XR, however, concentrate upon another form of capture. That is the exploitation of the natural resources of the planet to make what is called profit, but which is actually rent.
Most of us are familiar with the idea of rent as a periodic payment to someone who owns an asset, such as a house or building, for its use. This, though, is a very limited understanding of what rent means in economics, although it does provide an insight into the issue of concern.
If the rent referred to is of land, then that part which accrues to the land itself, rather than to its improvement by placing a building upon it, is a description of a pure surplus arising to the owner of that land which they have done nothing to earn, apart from acquiring it is property to which they can claim title. The person making payment for that land is, then, simply paying a reward for scarcity to someone who has done nothing to earn it. Of course, the land gets no share of that return. As a consequence this is an example of what is properly called economic rent.
Economic rent is a payment made for use of resource which is not necessary to incentivise its production. That rent has nothing to do with the production process as a result. It is, instead, a simple return paid because there is no other way to access the resource. The control of access is then, the basis for charging that economic rent.
And that is the basis on which so much of the economy has been organised over the last forty or so years. Resources within ever larger parts of the economy have been made scarce either by restricting ownership to small groups in society or by creating artificial barriers around patents come with copyrights and trademarks, many of which have been located in tax havens. The resulting surpluses have been called profit, but they have actually been economic rent charged to most in society, which is why the labour share of the economy has fallen and most people feel worse off
Simultaneously, labour has had its return reduced by increasing its availability, and by reducing its power to organise. The aim has been to reduce its scarcity.

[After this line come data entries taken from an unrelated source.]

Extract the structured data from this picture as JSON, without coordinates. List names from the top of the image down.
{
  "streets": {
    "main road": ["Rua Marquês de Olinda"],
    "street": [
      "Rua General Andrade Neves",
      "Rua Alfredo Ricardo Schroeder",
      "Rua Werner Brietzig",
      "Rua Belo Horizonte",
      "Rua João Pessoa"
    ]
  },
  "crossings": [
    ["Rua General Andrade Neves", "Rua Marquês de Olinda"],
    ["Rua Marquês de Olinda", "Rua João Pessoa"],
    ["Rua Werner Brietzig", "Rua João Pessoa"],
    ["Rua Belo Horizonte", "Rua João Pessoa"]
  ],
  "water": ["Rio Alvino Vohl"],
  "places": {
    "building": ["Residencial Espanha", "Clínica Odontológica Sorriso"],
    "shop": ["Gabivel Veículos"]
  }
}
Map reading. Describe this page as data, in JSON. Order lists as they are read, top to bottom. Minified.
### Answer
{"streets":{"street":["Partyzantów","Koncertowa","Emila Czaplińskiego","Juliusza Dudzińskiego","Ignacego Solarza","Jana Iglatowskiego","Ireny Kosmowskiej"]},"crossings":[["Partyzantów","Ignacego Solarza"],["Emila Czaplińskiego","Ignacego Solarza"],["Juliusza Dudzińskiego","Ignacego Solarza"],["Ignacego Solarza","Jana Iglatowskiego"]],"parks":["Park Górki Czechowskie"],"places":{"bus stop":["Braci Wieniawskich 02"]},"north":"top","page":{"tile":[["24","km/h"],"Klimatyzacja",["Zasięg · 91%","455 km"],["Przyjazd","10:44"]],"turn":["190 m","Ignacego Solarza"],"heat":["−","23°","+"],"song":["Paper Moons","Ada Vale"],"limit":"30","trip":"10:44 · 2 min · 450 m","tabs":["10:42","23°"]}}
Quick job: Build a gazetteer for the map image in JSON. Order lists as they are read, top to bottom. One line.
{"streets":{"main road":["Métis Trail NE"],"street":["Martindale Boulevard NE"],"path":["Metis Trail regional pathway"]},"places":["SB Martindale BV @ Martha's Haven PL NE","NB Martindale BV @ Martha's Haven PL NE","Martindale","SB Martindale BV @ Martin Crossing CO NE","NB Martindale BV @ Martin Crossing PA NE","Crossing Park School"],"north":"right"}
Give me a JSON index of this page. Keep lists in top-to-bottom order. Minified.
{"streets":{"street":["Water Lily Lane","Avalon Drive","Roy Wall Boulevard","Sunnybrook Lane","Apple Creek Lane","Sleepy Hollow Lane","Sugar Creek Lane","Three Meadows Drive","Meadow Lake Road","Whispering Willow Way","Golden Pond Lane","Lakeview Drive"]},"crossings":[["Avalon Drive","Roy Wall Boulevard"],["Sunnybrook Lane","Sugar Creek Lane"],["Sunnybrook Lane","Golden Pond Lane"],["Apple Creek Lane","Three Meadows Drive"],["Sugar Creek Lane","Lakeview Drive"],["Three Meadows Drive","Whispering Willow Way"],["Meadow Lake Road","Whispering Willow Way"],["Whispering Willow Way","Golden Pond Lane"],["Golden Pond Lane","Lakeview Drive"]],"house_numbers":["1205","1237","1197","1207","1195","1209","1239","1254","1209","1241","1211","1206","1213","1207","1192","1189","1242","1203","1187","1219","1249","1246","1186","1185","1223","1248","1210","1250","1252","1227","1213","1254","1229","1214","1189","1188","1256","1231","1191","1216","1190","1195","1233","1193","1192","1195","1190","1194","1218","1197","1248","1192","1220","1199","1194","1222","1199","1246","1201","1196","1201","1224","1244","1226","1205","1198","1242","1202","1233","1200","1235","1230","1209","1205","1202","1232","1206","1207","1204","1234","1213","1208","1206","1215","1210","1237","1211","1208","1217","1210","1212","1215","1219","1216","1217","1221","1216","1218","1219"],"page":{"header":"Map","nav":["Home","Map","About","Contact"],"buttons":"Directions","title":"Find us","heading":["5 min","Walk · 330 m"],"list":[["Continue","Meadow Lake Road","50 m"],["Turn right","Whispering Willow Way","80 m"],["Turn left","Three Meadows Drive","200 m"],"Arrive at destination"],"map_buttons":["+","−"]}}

So, one the basis of this analysis what should XR be saying?
I suggest that the message should not be that it is opposed to capitalism per se. What it should be is that XR opposed to a form of capitalism that is built on the basis of the exploitation of natural resources for the benefit of a few at cost to the many in society who are at risk as a consequence. And what it wants is that this exploitation be brought to account.
Patents aren’t natural resources. The construction of patents is – sure, it might be overdone – a deliberate attempt to create rents so as to increase the investment in technological advance.
Natural resource rents are also rents. But they’re different from those deliberately constructed patent ones. One way they’re different is that this neoliberal age of the past few decades has gone all out to tax to hell and back those natural resource rents. When the oil started flowing the UK insisted upon up front payments, royalties, higher tax rates on the resultant profits and more. British Gas was paying 75% on one gas field. Spectrum is one of those gifts of nature and the government charges tens of billions for access to it – quite rightly too. The Crown is charging for the seabed to put windmills upon – taxation of a resource rent.
We’ve specifically built a taxation system which, as far as possible, sends resource rents to government leaving extractors and exploiters of them with only normal profits on their use an employment of them.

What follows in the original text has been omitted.